*** GIVEN ENTRIES Section Begins ***
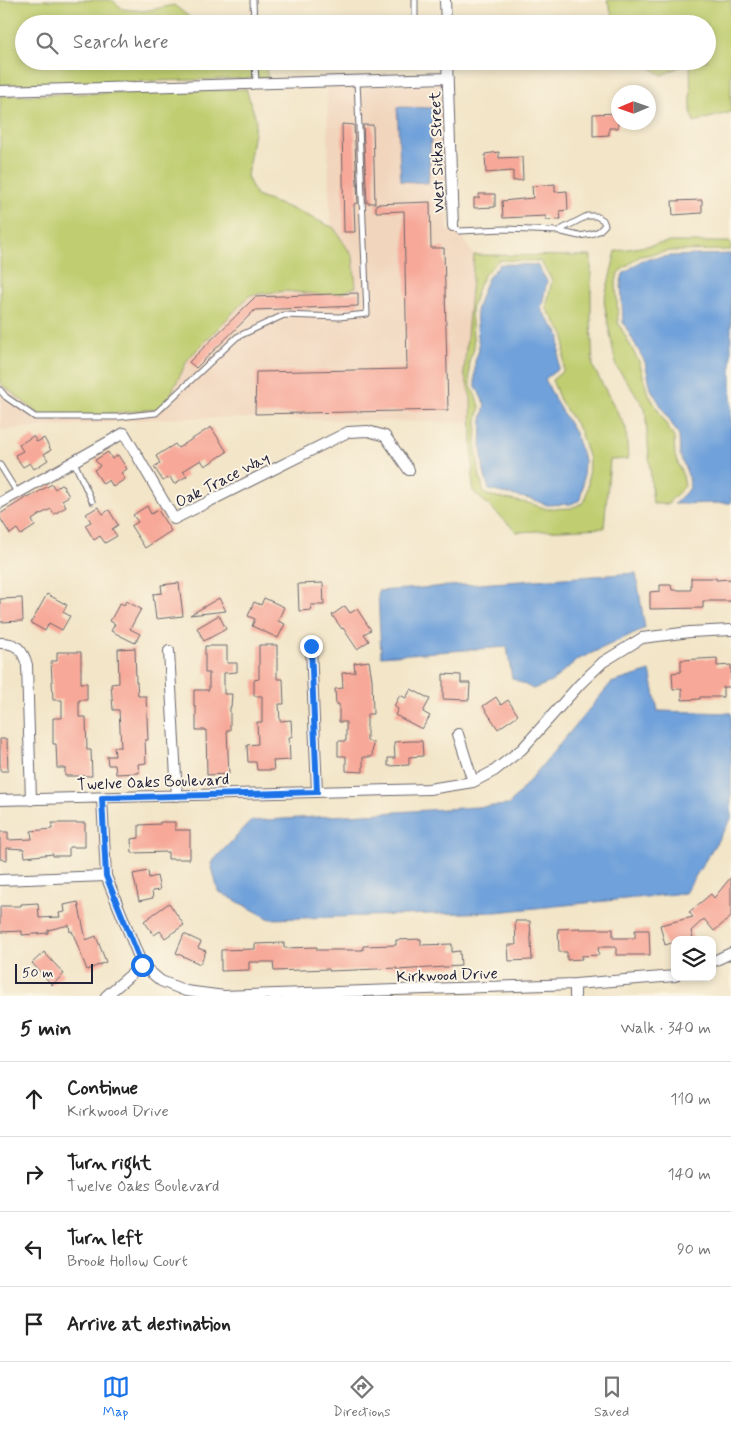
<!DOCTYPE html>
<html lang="en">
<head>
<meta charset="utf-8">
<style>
	:root { --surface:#fff; --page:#f6f6f6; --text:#222; --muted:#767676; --line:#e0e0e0; --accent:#1a73e8 }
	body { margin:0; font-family:Mynerve,sans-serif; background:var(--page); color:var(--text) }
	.controls { position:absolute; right:15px; bottom:15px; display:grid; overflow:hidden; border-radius:10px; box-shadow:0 2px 8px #0003 }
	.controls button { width:45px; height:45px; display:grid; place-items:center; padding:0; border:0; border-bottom:1px solid var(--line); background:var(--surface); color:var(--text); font:25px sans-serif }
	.compass { position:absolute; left:611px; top:85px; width:45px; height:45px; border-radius:50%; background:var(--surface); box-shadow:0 2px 8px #0003; rotate:268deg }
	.scale { position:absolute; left:15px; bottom:12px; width:78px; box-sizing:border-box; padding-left:5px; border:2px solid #22223b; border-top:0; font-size:14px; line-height:18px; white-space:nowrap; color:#22223b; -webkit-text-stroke:4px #fcf5e5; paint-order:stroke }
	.stop { position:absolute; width:15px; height:15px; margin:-11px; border:4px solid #1a73e8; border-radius:50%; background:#fff }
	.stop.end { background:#1a73e8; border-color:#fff; box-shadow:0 1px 5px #0008 }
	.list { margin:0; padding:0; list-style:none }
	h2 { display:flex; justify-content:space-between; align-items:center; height:65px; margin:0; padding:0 20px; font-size:21px }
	h2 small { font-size:16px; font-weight:400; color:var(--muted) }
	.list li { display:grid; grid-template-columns:32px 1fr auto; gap:15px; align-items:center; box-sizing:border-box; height:75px; padding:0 20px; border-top:1px solid var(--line) }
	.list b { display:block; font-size:19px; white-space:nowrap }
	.list p { margin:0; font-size:16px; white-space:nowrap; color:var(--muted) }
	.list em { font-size:16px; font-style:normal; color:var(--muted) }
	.icon { flex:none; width:28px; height:28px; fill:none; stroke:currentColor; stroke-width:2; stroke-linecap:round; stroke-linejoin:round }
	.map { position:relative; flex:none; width:731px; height:996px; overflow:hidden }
	.search { position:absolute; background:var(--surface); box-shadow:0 2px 8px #0003; left:15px; right:15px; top:15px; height:55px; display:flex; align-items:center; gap:12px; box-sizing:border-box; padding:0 18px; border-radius:28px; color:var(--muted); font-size:19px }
	.sheet { height:365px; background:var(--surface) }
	nav { display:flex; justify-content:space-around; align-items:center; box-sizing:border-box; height:70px; border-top:1px solid var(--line); background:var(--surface); font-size:14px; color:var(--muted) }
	nav a { display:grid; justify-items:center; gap:2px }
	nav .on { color:var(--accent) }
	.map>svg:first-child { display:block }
	.built { fill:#f1d5bd }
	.green { fill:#c0ce71; stroke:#717856; fill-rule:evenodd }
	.water { fill:#70a1da; stroke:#49628a }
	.building { fill:#f7a898 }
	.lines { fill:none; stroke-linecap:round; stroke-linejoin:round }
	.service-casing { stroke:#6b666c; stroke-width:7 }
	.minor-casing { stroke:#6b666c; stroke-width:12 }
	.service { stroke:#fff; stroke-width:5 }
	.minor { stroke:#fff; stroke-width:10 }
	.route { stroke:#1a73e8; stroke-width:6 }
	.labels { text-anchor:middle; stroke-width:4; stroke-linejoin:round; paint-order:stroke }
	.street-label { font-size:16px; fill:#22223b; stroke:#fcf5e5 }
</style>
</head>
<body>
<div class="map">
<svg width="731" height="996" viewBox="0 0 731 996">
	<rect width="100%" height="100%" fill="#fcf5e5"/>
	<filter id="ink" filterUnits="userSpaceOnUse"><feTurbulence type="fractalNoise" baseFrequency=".02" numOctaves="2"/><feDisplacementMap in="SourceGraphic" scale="10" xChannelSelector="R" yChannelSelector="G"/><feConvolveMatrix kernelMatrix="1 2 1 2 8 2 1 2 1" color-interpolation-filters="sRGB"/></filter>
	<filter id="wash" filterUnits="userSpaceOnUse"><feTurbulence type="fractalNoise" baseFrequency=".0096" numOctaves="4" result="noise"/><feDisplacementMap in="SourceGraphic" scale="20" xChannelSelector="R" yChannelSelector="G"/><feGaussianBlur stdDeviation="1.12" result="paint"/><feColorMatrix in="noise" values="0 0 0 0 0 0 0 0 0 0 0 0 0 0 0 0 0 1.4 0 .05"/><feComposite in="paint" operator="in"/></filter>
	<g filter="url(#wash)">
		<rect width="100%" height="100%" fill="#f2e5c8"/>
		<path class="built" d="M442 84 448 231H458L474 255 464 373 471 398 472 423 249 418H168L0 430V383L45 419 110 414 164 408 188 359 250 295 285 291 334 296 353 257 334 228 331 226 329 189 327 87Z"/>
		<path class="green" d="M0 0H112L123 9 144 11 174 5 193 20 195 24H24V61H264L268 78 0 85Z
			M607 0H731V112L694 122 691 111 690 62 662 75 639 61H707V24H616Z
			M246 89 256 119 247 176 256 196 295 210 334 228 353 257 356 287 334 296 285 291 250 295 188 359 164 408 110 414 45 419 0 383V96Z
			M670 242H731V250L670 251 640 256 620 271 618 273 616 282 618 322 640 364 647 391 674 438 675 456 683 476 685 486 670 501 669 504H653L645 408 616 366 604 301 616 251Z
			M474 255 591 256V321L593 367 626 428 628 459 610 460 604 528 517 532 473 491 471 398 464 373ZM499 260 540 261 552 280 546 308 565 336 563 371 552 380 560 400 580 431 589 459 588 485 585 500 583 503 571 508 547 509 532 504 487 495 484 493 479 473 476 448 477 420 480 406 470 384 469 361 474 349 471 310 478 288 483 276Z"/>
		<path class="water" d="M397 107 433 108 428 183 401 181Z
			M731 254V503L674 504 690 488 688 475 680 455 679 436 651 389 645 362 623 322 621 282 623 274 642 260 670 256Z
			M500 264 537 265 547 281 541 309 560 336 558 369 545 379 556 402 575 433 584 460 583 485 580 500 571 504 547 505 534 500 489 490 484 472 481 448 482 420 485 405 475 384V361L479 350 476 311 483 289 488 278Z
			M636 573 645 628 577 660 551 682 533 689 512 678 507 647 381 656 378 591Z
			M650 671 658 711 731 713V819L685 893 496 912 270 919 218 891 211 863 251 821 509 805 611 683Z"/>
		<g id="blocks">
			<path class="building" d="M618 113V128H609V135L593 136V114Z
				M342 124 354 125 358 203 354 204 355 232H344Z
				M363 125H373L375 203H367Z
				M499 152V158L522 157 523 180 513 181V171L486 173 485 154Z
				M555 184V192L567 191 568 210 560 211 561 219 546 220V216L503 218 502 201 533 198 532 186Z
				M479 194H495V207L474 208V198H479Z
				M702 200V213L673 215 672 201Z
				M430 202 431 248H444L448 410 255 414 256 372 407 369 404 211 376 212V204Z
				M358 293V306L255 310 196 368 189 362 255 297Z
				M211 427 227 452 205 466 201 460 183 471 187 476 174 484 170 477 163 481 154 467 160 463 156 456 175 444 178 448Z
				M33 436 37 442 44 438 51 450 44 454 48 460 34 469 30 463 23 467 15 455 23 451 19 445Z
				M108 452 112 459 118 455 127 469 121 473 125 479 113 487 109 480 103 484 94 470 100 466 95 460Z
				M52 484 55 489 62 484 69 496 62 500 66 507 54 514 51 509 41 514 32 520 35 526 21 535 17 529 10 534 0 518V514L27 497 28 498Z
				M147 506 151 514 158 510 171 531 145 548 131 526 138 522 133 515Z
				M98 507 103 514 109 510 118 525 112 529 117 536 105 543 100 536 94 540 85 525 91 522 86 514Z
				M691 578H716V580L731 579V601H703V608L650 609V592L660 591V585H671L672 590H691Z
				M179 583 183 616 156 619 153 594 162 593 161 585Z
				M323 583 324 605H311L312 610 299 611 298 584Z
				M47 594 67 605 63 612 70 616 62 630 49 623 45 631 31 623Z
				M22 598 23 621 0 622V599Z
				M219 598 226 611 190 615Z
				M264 598 284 607 278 621 285 624 278 638 252 626 255 619 248 616 254 602 261 605Z
				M126 601 141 609 130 629 140 634 135 643 111 631 115 624 110 621 120 603 124 605Z
				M345 606 350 613 357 609 371 630 364 634 369 641 357 649 343 628 342 629 332 615Z
				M219 615 226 629 204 641 197 628Z
				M259 645H277V679H283L284 704H279L280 721 291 720 292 737H289L290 760 273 761 274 770H257L256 762H248L247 745 258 744 257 722H262V696H254V680L259 679Z
				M205 646H227V663H237V672L224 673V694H232L231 707H230V730H227L229 774 207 775 206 730H196V707H194V690H209V673H205Z
				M135 648 136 682H137L138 696H146L148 740H145L146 763 138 764 139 773 116 774 115 765H108L107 756H115L114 747H121L119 710H113L111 684 119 683 118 649Z
				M57 652H81V683H87V700H79V717H86L87 750H91L92 776H65V768H57L56 744H53V718H62V700H53L51 661H57Z
				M717 658V666L731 665V687H723V697H700V699L682 700V689H673L672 673 681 672V660Z
				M369 661 372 679 373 714H367V741L373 742 372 757H363V772L346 771V756H338V741H346V722H339V704H336L335 689 343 688 342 673 355 672 354 663Z
				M443 674 461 675V683H470L469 700 443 699Z
				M411 689 430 699 423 712 430 716 422 729 395 715 398 709 394 706 400 695 406 698Z
				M496 697 501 705 508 700 518 715 498 729 483 706Z
				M0 739H7L8 771H0Z
				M410 741H422L423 756 409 757V765L388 766V758H395L394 742Z
				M160 822H175V830H190V859H168V852L132 853 131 839 139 838V825L160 824Z
				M52 823H85V847H69V856H53V854L25 857 24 849 7 848V860L0 859V832H8V840L32 839 31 831 52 829Z
				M148 871 149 878 157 876 160 890 152 891 153 898 139 901 133 874Z
				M731 877V917L714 931 704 919 691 931 693 938 685 940H675V942L665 945 660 925 693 917 689 912 711 894 714 898Z
				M78 902 86 940 96 936 106 962 87 970 72 931 70 932 69 925 48 930V933L22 935V931L0 932V906H21V904L38 903 39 918 60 917 59 913 65 912 64 905Z
				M169 903 184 925 165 938 160 931 154 935 144 921Z
				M515 921H530L532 960 509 961 508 945H516Z
				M580 928V929H613V938H635V930H649L650 955H616V947H598L599 955 581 956 582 959 567 960V952H559L558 929Z
				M184 934 201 942 198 948 206 951 200 964 176 953Z
				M421 939V945L452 944V952L460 951 461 966 397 970V968L355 970 329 971V969L274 971 273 962H249V970L221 971V950L255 949V944L284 943V948L317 947V950H363V946L396 945V940Z
				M44 952 64 974 52 985 32 963Z"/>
		</g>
	</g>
	<g filter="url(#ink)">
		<use href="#blocks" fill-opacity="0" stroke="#6b666c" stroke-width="1"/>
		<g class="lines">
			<defs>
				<path id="service" d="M253 0 254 24
					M415 0V24
					M255 61 256 84
					M453 226 459 231 505 229 558 231 579 236 591 234 599 231 605 225 603 220 596 216H587L558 231
					M0 390 6 397 35 417H119L156 413 237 337 284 315 339 317 367 314 357 81
					M74 462 92 501
					M0 465 18 494"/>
				<path id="minor" d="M445 0 446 24
					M447 61 453 226
					M0 91 448 78
					M0 503 124 433 174 519 348 432 368 431 385 436 409 470
					M0 643C16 642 23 650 27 665L31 800
					M311 647 317 792
					M169 651 177 796
					M458 734 473 782
					M102 798 106 876 142 965 161 981 186 991 224 996 276 994 575 984 675 976
					M0 800 429 789 473 782 494 771 522 749 580 684 603 662 642 638 690 632 731 630
					M0 880 106 876
					M712 962 731 953
					M575 984V996
					M106 996 142 965"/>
			</defs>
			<use href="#service" class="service-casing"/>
			<use href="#minor" class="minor-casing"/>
			<use href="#service" class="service"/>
			<use href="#minor" class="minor"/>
		</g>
	</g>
	<g class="lines" filter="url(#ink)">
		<path class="route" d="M142 965 106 876 102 798 317 792 311 646"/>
	</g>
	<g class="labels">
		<g class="street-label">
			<text transform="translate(436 152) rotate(-92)" y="6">West Sitka Street</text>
			<text transform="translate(222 479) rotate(-27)" y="6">Oak Trace Way</text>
			<text transform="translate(153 781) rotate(-2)" y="6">Twelve Oaks Boulevard</text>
			<text transform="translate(447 974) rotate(-2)" y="6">Kirkwood Drive</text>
		</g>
	</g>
</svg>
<div class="controls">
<button><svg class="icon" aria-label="layers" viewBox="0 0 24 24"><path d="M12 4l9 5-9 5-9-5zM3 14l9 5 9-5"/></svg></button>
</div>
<svg class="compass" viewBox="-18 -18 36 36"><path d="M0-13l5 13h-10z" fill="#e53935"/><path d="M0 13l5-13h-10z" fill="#767676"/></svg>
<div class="scale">50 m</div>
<div class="stop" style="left:142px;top:965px"></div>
<div class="stop end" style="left:311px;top:646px"></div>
<div class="search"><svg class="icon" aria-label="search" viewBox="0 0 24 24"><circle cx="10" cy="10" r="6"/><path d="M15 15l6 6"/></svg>Search here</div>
</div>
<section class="sheet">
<h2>5 min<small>Walk · 340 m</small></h2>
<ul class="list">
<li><svg class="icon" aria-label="ahead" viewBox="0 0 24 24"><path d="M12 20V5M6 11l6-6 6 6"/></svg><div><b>Continue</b><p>Kirkwood Drive</p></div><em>110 m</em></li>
<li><svg class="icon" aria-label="right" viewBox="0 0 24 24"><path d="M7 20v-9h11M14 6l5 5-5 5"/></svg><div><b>Turn right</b><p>Twelve Oaks Boulevard</p></div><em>140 m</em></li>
<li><svg class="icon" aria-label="left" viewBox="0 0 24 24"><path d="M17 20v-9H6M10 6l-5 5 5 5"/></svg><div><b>Turn left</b><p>Brook Hollow Court</p></div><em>90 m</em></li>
<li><svg class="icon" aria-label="arrive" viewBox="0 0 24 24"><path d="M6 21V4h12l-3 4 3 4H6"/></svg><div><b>Arrive at destination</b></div></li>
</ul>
</section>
<nav>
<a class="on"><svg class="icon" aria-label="map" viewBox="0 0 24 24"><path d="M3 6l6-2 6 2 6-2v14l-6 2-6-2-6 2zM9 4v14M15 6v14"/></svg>Map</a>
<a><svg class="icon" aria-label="directions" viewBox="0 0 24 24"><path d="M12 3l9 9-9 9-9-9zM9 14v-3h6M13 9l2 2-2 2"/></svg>Directions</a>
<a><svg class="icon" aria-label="saved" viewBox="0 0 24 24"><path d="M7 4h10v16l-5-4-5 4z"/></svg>Saved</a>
</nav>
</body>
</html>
*** GIVEN ENTRIES Section Ends ***
- [TASK ITEM] Gather all lines of the records that include the word "serif".

- [RESULT]
	body { margin:0; font-family:Mynerve,sans-serif; background:var(--page); color:var(--text) }
	.controls button { width:45px; height:45px; display:grid; place-items:center; padding:0; border:0; border-bottom:1px solid var(--line); background:var(--surface); color:var(--text); font:25px sans-serif }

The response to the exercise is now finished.